Four days before Furtwängler died in Baden-Baden (on November 30, 1954) his arch-rival Herbert von Karajan was conducting Verdi's Messa da Requiem at the Grosser Saal of the Vienna Musikverein, a compelling performance now available on Orfeo and featuring the Vienna Symphony Orchestra and a fine (and relatively young) vocal line-up of Antonietta Stella, Oralia Dominguez, Nicolai Gedda and Giuseppe Modesti. I was amazed at just how different this 1954 performance is to another vintage Karajan-led Vienna Requiem recently released by Audite, a performance taped at the 1949 Salzburg Festival with a less consistent but none the less distinguished quartet of soloists – Hilde Zadek, Margarete Klose, Helge Roswaenge (effortful and weighty in comparison with the incendiary performance he gave under Toscanini in London in 1938) and Boris Christoff, captured in his magnificent early prime. The 1954 version is swifter than its predecessor by around five minutes and there are countless subtle differences in terms of articulation and phrasing, and yet both offer valuable insights into an evolving interpretation.
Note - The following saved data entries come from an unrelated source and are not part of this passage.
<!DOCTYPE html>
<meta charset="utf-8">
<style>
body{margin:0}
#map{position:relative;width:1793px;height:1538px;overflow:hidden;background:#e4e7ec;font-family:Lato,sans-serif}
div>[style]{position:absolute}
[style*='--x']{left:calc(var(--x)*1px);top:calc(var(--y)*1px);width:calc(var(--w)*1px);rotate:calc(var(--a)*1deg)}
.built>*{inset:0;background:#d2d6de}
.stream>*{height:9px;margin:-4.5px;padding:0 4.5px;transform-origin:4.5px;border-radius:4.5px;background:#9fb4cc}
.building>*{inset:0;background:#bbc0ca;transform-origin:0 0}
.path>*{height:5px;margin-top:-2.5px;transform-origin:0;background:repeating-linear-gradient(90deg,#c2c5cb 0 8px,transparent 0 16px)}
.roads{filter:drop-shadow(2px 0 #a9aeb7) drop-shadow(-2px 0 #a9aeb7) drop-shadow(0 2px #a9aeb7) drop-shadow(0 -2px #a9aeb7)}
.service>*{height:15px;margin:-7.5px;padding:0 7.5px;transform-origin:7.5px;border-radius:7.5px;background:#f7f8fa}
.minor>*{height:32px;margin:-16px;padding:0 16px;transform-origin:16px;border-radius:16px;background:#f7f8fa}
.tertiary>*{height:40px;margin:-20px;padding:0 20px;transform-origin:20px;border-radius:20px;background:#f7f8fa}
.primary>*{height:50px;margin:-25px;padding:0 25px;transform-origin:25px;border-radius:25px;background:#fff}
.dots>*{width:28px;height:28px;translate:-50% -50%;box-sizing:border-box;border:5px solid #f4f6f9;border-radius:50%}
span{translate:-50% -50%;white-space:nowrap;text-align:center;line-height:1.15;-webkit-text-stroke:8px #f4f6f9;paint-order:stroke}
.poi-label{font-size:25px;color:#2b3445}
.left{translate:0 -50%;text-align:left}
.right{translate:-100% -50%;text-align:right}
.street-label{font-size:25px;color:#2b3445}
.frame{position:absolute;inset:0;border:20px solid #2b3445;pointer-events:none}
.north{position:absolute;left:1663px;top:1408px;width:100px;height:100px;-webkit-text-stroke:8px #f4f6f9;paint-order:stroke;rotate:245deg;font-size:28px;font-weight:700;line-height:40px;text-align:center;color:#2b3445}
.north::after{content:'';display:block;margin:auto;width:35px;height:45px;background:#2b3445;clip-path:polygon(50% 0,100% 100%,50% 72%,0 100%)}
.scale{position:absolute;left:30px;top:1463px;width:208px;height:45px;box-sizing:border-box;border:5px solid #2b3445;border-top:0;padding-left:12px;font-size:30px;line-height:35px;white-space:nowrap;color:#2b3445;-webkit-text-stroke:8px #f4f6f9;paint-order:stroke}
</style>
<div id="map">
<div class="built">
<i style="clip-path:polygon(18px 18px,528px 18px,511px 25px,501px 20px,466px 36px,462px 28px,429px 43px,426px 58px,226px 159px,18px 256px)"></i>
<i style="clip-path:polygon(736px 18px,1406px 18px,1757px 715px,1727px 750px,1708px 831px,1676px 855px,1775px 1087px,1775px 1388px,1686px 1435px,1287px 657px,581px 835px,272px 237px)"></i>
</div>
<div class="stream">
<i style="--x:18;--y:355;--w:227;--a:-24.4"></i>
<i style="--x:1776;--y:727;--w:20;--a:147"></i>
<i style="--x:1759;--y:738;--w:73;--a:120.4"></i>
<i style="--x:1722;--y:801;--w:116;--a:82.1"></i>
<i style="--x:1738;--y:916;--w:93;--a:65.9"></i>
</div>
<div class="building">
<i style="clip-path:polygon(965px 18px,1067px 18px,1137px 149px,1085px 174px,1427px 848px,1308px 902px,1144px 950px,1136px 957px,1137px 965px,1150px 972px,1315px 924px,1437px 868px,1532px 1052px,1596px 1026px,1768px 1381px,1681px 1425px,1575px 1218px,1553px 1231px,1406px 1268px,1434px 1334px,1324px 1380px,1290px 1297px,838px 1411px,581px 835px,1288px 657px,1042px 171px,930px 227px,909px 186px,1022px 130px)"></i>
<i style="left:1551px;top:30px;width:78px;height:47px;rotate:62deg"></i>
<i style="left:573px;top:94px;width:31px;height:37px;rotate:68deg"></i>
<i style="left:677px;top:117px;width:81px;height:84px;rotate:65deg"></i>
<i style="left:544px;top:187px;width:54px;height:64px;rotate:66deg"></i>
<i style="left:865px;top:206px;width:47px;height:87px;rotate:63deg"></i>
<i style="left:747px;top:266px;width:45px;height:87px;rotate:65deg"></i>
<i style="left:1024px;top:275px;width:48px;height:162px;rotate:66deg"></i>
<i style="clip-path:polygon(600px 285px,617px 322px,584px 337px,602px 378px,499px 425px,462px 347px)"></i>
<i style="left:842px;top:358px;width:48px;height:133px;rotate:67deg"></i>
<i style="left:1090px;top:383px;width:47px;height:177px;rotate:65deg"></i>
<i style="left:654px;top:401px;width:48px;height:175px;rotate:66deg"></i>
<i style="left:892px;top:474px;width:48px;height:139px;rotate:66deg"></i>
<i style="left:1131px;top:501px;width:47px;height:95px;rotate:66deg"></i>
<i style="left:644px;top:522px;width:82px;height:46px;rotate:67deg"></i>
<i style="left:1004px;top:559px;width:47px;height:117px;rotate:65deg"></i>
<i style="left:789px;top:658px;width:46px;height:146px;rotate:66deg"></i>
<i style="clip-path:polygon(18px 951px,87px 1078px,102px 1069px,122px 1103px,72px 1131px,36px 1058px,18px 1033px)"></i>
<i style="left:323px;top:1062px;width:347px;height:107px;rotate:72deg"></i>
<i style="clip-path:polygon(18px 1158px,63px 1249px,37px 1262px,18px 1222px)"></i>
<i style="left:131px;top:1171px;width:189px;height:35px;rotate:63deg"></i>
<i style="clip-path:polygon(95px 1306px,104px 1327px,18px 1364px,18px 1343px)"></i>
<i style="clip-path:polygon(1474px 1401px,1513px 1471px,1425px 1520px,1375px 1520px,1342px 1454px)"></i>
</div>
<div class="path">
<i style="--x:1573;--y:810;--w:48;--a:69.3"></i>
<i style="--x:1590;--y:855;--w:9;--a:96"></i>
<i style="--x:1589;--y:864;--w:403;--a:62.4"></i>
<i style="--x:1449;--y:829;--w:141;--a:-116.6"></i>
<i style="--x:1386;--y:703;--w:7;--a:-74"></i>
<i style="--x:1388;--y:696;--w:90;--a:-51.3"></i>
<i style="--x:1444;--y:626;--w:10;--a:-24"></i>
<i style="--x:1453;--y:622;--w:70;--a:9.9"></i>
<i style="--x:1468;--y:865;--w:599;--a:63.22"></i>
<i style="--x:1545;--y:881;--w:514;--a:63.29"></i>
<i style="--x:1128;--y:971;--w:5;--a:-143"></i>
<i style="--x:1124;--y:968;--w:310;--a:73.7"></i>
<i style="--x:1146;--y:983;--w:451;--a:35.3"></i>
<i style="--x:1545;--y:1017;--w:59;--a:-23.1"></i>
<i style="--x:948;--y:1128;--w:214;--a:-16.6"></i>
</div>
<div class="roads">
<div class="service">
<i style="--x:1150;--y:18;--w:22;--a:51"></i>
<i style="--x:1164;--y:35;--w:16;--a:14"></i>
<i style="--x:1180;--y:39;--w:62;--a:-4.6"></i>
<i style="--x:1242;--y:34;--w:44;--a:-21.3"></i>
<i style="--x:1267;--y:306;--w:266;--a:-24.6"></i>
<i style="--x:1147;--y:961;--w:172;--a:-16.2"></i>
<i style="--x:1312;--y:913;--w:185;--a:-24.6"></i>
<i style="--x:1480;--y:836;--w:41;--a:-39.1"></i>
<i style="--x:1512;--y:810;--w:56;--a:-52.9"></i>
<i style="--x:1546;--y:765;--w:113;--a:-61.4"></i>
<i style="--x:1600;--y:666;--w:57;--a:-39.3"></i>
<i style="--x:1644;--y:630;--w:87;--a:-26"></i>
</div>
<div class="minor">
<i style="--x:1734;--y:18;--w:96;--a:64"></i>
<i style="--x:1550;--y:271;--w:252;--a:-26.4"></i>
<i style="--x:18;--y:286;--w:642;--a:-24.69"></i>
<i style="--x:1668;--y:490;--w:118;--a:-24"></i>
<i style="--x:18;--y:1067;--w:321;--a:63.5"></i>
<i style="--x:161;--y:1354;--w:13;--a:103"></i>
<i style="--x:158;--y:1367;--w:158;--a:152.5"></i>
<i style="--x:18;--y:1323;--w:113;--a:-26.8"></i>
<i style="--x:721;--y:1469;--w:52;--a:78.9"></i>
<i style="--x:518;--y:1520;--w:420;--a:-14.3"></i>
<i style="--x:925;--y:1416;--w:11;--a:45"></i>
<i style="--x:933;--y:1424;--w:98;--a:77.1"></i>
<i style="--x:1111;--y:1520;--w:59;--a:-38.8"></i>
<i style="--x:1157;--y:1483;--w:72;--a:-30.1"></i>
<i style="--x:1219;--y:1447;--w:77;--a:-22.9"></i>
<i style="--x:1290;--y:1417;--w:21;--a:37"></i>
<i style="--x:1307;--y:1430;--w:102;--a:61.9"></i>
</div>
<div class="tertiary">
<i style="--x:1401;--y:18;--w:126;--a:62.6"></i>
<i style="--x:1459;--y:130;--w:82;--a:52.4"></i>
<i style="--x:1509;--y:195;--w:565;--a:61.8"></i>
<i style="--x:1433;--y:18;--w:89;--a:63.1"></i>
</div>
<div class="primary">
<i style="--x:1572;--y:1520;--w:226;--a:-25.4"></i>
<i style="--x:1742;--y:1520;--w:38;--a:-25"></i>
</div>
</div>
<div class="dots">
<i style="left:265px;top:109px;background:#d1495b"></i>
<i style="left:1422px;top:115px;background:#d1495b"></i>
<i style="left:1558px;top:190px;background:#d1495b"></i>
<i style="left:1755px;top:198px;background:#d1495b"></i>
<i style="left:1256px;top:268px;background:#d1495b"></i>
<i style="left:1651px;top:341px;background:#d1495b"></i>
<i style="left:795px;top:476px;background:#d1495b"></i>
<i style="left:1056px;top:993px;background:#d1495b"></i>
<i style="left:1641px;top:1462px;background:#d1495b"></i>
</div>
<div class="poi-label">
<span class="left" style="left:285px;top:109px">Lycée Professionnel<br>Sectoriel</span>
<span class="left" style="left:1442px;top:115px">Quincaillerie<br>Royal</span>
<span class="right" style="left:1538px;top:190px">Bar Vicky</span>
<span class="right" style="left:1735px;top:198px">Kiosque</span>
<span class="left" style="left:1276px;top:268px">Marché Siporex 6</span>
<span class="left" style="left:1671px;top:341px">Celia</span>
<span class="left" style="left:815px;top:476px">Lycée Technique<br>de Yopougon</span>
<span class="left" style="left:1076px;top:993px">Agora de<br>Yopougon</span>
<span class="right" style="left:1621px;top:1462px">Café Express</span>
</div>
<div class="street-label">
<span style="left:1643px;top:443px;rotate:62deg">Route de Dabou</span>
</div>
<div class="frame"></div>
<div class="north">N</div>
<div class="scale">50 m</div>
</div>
Still, I doubt if Karajan conducted Verdi's Requiem quite as often as Géza Anda played Bartók's Second Piano Concerto, which was more than 300 times. Volume 4 of Audite's unmissable Géza Anda “Edition” includes a light and fiery 1952 Salzburg performance under Fricsay, troubled only occasionally by some quirky balancing. The First Concerto (1957) under Michael Gielen, which is among the most playful versions I've ever heard, is rather better in that respect. The second disc includes a work that I don't recall ever hearing Anda play, the Contrasts, where the earnest violinist is Tibor Varga and the clarinettist the WDR Symphony Orchestra's Paul Blöcher. Here, as in the wonderful Suite, Op 14, Anda's performance combines flexibility – it's almost rhapsodic at times – with an acute feeling for colour and rhythm. Another Anda “first”, at least as far as CD is concerned, is the Sonata for Two Pianos and Percussion where his duet partner is none other than Georg Solti.
Again, tone colouring and nuance are the principle virtues and if the first movement's shifting rhythmic patterns are sometimes less than watertight, a sense of elemental energy more than compensates. The sound quality is fairly good and I would enthusiastically urge all Bartókians to invest without delay. These sorts of releases tend to have rather short shelf lives.